Household loan growth slowed to 12.7% in January from 13.6% the previous month.

Philippine bank loans expanded at a more subdued pace in January after loan growth moderated to 15.3% in January from 15.7% in December, data from the central bank show.

Bank lending growth inclusive of net of reverse repurchase (RRPs) also cooled down to 14.4% in January from 14.8% in December.

Also read: Bad loans threaten Philippine banks amidst steep interest rates

Data from the Bangko Sentral ng Pilipinas noted that loans for production activities, which comprised 88.6% of the aggregate loan portfolio of banks saw a slower pace of growth in January at 15.5% from 15.8% in December with the monthly gains driven by lending to wholesale and retail trade, repair of wholesale and retail trade, repair of motor vehicles and motorcycles (16.5%), financial and insurance activities (26.5%); manufacturing (14.8%); real estate activities (10.7%); electricity, gas, steam and airconditioning supply (11.9%); and, construction (45.8%) sectors. 

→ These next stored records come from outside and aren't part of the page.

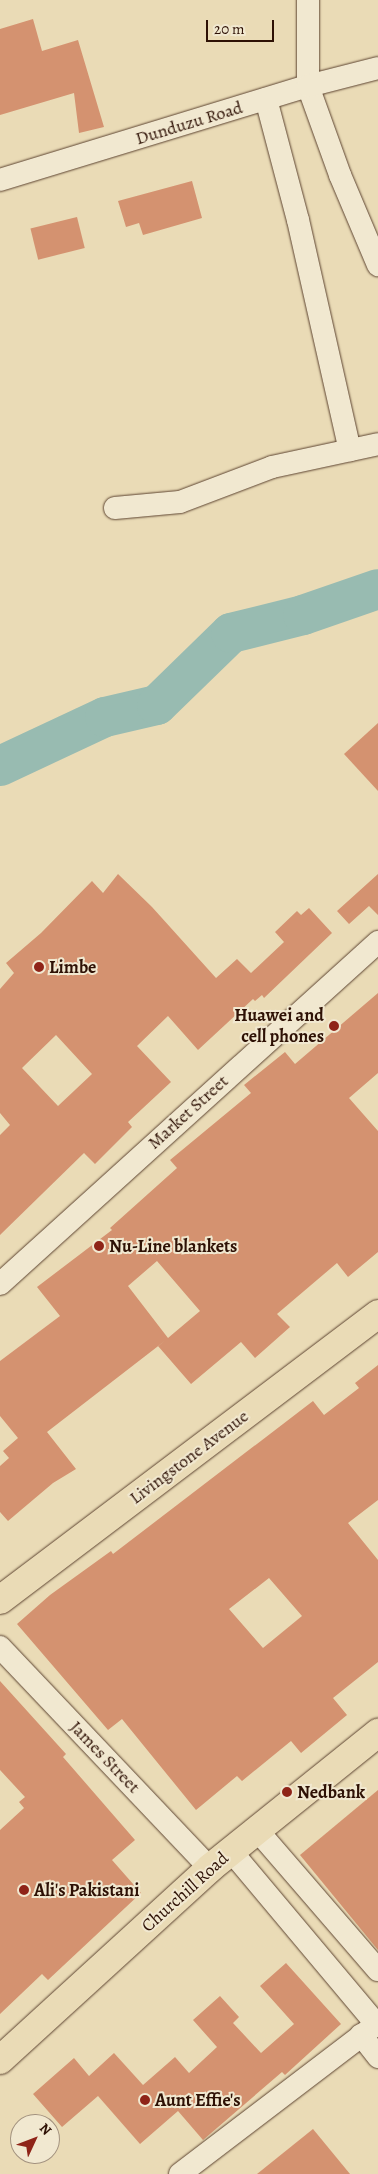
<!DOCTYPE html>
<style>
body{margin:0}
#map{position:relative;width:378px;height:2174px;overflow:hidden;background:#eadbb6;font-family:Alegreya,serif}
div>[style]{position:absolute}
.river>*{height:40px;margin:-20px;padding:0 20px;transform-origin:20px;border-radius:20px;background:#98bbb1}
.building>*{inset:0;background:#d49270;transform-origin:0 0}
.roads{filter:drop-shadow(0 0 1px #5d4431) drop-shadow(0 0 1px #5d4431)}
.minor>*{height:22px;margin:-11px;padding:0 11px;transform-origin:11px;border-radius:11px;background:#f1e8d0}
.highway>*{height:28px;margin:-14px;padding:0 14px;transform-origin:14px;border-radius:14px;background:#eadbb6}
.dots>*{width:14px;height:14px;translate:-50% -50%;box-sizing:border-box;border:2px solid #f1e8d0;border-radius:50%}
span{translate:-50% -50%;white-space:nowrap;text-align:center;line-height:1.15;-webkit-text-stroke:4px #f1e8d0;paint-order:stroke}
.street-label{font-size:18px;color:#2e1105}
.poi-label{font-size:18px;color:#2e1105;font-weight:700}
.left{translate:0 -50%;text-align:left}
.right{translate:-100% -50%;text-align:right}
.north{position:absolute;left:10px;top:2114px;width:50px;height:50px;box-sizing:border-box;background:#f1e8d0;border:1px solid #a3927f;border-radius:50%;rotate:47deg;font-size:14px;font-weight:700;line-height:20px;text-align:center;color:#2e1105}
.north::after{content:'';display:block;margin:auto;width:18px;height:22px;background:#8f2418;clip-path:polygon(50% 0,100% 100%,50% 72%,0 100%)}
.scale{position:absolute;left:206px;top:20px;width:68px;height:22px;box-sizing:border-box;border:2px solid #2e1105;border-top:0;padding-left:6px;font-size:15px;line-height:18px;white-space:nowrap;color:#2e1105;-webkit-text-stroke:4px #f1e8d0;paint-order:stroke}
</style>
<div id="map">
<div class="river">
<div style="left:0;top:766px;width:116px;rotate:-25deg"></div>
<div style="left:105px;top:717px;width:53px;rotate:-13deg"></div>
<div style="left:157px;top:705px;width:103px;rotate:-44.2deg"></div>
<div style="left:231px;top:633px;width:74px;rotate:-14deg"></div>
<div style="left:303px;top:615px;width:79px;rotate:-19.1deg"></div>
</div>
<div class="building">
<div style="clip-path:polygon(33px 19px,42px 51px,78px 40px,104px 127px,79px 133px,74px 93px,0 115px,0 29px)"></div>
<div style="clip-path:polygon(192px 181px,202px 218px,143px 235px,139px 223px,126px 227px,118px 201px)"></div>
<div style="left:77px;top:217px;width:32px;height:48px;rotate:76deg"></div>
<div style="clip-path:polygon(378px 723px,378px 791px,344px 754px)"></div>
<div style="clip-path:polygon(evenodd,118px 874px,152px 907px,216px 978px,237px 959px,251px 973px,284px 942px,275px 932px,297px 911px,301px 915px,309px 908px,332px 933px,264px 998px,262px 995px,255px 1001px,253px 999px,198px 1050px,168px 1016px,137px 1046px,171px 1082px,128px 1122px,132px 1127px,95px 1164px,84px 1153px,0 1235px,0 1135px,10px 1125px,0 1113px,0 989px,14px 973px,6px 963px,41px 933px,92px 881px,103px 893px,118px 874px,56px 1035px,92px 1074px,58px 1106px,22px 1068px,56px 1035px)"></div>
<div style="clip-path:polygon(378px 874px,378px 915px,369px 906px,349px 924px,337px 911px)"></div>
<div style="clip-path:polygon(evenodd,378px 993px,378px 1073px,349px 1098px,378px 1131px,378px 1252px,348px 1277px,337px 1263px,277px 1314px,290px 1327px,255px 1358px,241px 1342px,191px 1384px,158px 1346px,166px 1340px,47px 1432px,76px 1469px,53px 1483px,8px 1521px,0 1512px,0 1466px,9px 1458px,3px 1451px,18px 1438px,0 1416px,0 1361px,60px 1316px,37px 1287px,112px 1230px,110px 1228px,177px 1168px,170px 1160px,251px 1093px,244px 1085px,285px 1052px,295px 1064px,378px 993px,157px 1261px,200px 1311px,168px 1338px,128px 1286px,157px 1261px)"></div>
<div style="clip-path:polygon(evenodd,378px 1365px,378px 1500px,348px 1523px,378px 1560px,378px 1662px,333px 1698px,347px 1715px,301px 1753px,291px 1741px,242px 1781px,237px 1776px,196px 1810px,122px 1719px,108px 1730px,17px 1624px,50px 1595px,111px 1551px,113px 1554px,313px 1401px,324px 1415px,359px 1388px,355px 1383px,378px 1365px,269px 1578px,302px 1616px,263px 1648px,229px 1609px,269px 1578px)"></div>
<div style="clip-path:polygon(0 1681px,66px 1754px,63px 1757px,135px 1840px,112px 1860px,141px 1893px,48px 1980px,42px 1974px,0 2014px,0 1830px,24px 1808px,19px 1802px,25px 1797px,0 1770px)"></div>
<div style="clip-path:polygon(378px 1790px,378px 1950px,300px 1855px)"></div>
<div style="clip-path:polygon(286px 1963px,341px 2024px,285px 2075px,282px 2072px,203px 2140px,178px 2111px,140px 2144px,98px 2096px,62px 2127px,33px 2094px,74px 2058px,89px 2076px,114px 2053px,143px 2085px,175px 2057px,189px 2073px,217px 2047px,193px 2020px,220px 1996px,239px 2017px,233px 2023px,261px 2053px,294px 2024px,260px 1986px)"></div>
<div style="clip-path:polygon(313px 2129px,350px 2174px,257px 2174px)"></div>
</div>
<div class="roads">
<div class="minor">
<div style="left:308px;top:0;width:86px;rotate:90deg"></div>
<div style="left:308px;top:86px;width:95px;rotate:70.2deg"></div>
<div style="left:340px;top:175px;width:98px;rotate:67.1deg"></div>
<div style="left:266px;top:99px;width:125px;rotate:75.2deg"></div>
<div style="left:298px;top:220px;width:236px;rotate:77.3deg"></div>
<div style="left:0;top:180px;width:322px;rotate:-17deg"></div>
<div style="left:308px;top:86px;width:72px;rotate:-14.4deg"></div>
<div style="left:115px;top:508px;width:65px;rotate:-5.3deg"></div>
<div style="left:180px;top:502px;width:98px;rotate:-20.8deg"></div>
<div style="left:272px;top:467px;width:108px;rotate:-12.2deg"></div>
<div style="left:0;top:1284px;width:510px;rotate:-42.14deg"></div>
<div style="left:0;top:1647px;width:305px;rotate:46.5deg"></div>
<div style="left:257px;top:1830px;width:185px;rotate:49.2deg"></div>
<div style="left:231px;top:1851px;width:226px;rotate:50deg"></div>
<div style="left:361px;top:2035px;width:28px;rotate:52deg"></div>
<div style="left:180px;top:2174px;width:249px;rotate:-37.3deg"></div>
</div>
<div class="highway">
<div style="left:0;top:1600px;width:474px;rotate:-37.1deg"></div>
<div style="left:0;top:2060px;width:285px;rotate:-42.4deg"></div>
<div style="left:210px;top:1868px;width:216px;rotate:-38.8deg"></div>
</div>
</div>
<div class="dots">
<div style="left:39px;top:967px;background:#8f2418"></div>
<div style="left:334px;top:1026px;background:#8f2418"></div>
<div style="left:99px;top:1246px;background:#8f2418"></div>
<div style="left:287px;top:1792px;background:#8f2418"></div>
<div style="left:24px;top:1890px;background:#8f2418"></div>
<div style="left:145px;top:2100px;background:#8f2418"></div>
</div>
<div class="street-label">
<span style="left:189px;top:123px;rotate:-17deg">Dunduzu Road</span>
<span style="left:188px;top:1112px;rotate:-42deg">Market Street</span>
<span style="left:189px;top:1457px;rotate:-37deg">Livingstone Avenue</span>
<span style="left:105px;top:1757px;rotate:46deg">James Street</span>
<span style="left:185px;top:1892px;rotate:-42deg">Churchill Road</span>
</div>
<div class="poi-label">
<span class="left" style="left:49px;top:967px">Limbe</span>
<span class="right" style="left:324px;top:1026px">Huawei and<br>cell phones</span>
<span class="left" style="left:109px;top:1246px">Nu-Line blankets</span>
<span class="left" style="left:297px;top:1792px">Nedbank</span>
<span class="left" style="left:34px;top:1890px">Ali's Pakistani</span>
<span class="left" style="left:155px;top:2100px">Aunt Effie's</span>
</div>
<div class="north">N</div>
<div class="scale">20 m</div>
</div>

Household consumption loans also slowed down to 12.7% in January from a 13.6% in December along with loans from the professional, scientific and technical sector which contracted 13.2%.

“The deceleration in credit card loans and motor vehicle loans as well as the contraction in salary-based general purpose consumption loans offset the expansion in other types of household loans during the month,” BSP explained.